- ABOUT THIS EXERCISE -
The lines to reproduce run from the first one below to the line containing "Extract the structured", both included. Reproduce them exactly and nothing else.

[Dataset entries]
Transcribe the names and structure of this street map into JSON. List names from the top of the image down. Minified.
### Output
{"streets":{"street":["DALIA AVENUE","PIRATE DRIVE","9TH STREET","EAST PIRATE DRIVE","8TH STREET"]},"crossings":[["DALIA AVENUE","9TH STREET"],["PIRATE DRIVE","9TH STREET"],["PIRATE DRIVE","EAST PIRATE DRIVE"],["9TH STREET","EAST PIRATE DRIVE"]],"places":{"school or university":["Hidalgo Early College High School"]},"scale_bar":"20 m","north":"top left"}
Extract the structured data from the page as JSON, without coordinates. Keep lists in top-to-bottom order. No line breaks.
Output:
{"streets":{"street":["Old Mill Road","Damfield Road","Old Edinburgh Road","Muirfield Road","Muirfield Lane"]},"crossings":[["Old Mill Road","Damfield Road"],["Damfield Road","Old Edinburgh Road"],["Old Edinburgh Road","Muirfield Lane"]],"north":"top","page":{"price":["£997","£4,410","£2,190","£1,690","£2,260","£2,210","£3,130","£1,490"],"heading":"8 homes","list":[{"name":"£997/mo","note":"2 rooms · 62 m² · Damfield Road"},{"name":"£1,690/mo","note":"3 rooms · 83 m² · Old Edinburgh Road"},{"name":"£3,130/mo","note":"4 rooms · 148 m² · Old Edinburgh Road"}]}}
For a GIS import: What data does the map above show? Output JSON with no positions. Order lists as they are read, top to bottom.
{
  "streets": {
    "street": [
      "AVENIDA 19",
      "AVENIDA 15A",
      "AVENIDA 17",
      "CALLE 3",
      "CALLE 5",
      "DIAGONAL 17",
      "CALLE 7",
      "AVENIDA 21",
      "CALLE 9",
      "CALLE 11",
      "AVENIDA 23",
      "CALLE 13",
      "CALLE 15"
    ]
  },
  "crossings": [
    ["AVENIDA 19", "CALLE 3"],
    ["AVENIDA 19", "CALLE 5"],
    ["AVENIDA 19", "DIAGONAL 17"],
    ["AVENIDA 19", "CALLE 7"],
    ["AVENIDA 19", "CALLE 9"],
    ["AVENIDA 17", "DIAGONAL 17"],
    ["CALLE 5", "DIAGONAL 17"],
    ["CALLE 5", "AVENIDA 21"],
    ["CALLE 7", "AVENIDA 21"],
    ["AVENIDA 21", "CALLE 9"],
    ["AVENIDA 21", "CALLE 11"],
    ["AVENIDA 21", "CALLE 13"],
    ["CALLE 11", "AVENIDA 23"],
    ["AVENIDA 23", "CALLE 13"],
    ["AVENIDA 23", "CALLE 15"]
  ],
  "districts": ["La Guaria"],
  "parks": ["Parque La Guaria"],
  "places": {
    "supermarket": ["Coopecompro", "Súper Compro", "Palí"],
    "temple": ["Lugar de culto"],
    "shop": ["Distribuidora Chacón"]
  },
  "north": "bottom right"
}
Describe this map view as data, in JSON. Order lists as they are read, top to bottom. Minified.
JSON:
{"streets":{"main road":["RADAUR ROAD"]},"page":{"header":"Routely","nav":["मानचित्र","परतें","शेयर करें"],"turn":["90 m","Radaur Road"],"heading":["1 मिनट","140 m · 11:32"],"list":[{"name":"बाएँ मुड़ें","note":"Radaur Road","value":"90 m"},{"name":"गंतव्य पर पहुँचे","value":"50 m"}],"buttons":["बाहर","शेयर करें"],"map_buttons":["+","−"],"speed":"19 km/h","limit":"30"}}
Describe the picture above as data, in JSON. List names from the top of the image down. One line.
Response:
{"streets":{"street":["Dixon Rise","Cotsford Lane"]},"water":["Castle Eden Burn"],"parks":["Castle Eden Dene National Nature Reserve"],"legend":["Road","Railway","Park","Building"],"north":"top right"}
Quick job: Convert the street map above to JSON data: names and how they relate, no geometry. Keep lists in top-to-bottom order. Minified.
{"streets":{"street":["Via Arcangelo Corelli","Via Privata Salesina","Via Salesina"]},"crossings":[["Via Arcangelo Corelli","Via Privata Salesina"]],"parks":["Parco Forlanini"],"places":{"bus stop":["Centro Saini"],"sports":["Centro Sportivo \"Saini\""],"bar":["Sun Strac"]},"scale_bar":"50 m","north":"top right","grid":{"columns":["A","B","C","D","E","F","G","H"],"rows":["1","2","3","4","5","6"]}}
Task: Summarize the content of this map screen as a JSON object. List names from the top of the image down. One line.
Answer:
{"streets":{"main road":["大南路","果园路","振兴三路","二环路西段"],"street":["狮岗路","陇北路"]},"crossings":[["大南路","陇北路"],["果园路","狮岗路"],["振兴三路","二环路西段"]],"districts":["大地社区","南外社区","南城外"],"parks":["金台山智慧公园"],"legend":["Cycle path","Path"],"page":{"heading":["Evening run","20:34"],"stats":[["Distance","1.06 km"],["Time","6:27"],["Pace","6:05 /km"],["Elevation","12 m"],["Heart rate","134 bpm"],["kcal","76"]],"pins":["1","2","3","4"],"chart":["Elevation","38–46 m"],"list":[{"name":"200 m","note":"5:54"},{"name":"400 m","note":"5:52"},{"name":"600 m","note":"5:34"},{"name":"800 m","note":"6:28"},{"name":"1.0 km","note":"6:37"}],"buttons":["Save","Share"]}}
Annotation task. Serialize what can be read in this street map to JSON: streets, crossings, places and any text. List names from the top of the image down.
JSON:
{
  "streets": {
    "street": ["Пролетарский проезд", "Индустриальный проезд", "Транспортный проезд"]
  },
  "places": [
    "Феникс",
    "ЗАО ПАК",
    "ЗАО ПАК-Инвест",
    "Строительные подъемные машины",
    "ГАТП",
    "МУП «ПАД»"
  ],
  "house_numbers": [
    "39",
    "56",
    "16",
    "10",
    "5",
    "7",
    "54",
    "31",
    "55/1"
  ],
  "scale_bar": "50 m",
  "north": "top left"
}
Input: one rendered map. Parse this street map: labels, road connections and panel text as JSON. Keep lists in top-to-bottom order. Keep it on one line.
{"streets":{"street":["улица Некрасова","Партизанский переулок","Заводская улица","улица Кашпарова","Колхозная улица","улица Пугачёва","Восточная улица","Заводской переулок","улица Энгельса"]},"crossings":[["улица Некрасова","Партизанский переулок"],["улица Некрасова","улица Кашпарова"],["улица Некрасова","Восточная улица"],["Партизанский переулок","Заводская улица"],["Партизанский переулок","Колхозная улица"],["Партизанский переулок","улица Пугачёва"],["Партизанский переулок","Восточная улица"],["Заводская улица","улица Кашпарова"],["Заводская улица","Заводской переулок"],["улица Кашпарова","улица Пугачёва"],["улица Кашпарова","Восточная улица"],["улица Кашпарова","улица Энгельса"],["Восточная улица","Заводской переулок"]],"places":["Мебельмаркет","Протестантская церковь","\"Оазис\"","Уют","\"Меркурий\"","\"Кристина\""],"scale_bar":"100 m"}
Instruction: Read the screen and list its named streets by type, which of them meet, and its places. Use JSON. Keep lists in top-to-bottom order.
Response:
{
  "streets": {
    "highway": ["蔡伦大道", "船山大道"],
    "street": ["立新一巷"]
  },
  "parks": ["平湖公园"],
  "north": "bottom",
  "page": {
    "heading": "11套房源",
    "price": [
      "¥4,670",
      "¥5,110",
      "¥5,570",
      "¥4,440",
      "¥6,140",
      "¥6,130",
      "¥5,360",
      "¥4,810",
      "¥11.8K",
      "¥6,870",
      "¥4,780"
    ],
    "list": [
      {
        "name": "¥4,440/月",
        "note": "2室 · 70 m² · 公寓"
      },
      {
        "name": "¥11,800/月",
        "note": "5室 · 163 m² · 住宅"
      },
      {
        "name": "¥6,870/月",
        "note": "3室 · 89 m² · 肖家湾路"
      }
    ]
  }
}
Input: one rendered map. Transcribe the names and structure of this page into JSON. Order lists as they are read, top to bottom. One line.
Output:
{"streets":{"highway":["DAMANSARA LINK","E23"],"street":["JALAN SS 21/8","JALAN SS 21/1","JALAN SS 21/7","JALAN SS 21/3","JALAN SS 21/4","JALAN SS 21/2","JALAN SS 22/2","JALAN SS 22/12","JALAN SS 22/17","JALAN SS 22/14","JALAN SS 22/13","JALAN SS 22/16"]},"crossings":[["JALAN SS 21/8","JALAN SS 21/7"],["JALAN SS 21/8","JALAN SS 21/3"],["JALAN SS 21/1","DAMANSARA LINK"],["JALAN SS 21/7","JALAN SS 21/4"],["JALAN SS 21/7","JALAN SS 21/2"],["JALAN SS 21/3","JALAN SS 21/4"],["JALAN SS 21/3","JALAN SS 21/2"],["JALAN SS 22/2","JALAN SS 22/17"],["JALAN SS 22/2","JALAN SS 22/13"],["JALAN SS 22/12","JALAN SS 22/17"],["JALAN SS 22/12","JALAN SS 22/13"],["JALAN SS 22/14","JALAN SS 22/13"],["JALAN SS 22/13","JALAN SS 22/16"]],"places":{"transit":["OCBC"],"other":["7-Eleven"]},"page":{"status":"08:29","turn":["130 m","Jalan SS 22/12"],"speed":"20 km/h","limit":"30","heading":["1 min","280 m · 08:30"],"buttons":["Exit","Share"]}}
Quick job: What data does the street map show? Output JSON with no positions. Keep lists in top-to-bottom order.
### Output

- ANSWER SPACE -
Transcribe the names and structure of this street map into JSON. List names from the top of the image down. Minified.
### Output
{"streets":{"street":["DALIA AVENUE","PIRATE DRIVE","9TH STREET","EAST PIRATE DRIVE","8TH STREET"]},"crossings":[["DALIA AVENUE","9TH STREET"],["PIRATE DRIVE","9TH STREET"],["PIRATE DRIVE","EAST PIRATE DRIVE"],["9TH STREET","EAST PIRATE DRIVE"]],"places":{"school or university":["Hidalgo Early College High School"]},"scale_bar":"20 m","north":"top left"}
Extract the structured data from the page as JSON, without coordinates. Keep lists in top-to-bottom order. No line breaks.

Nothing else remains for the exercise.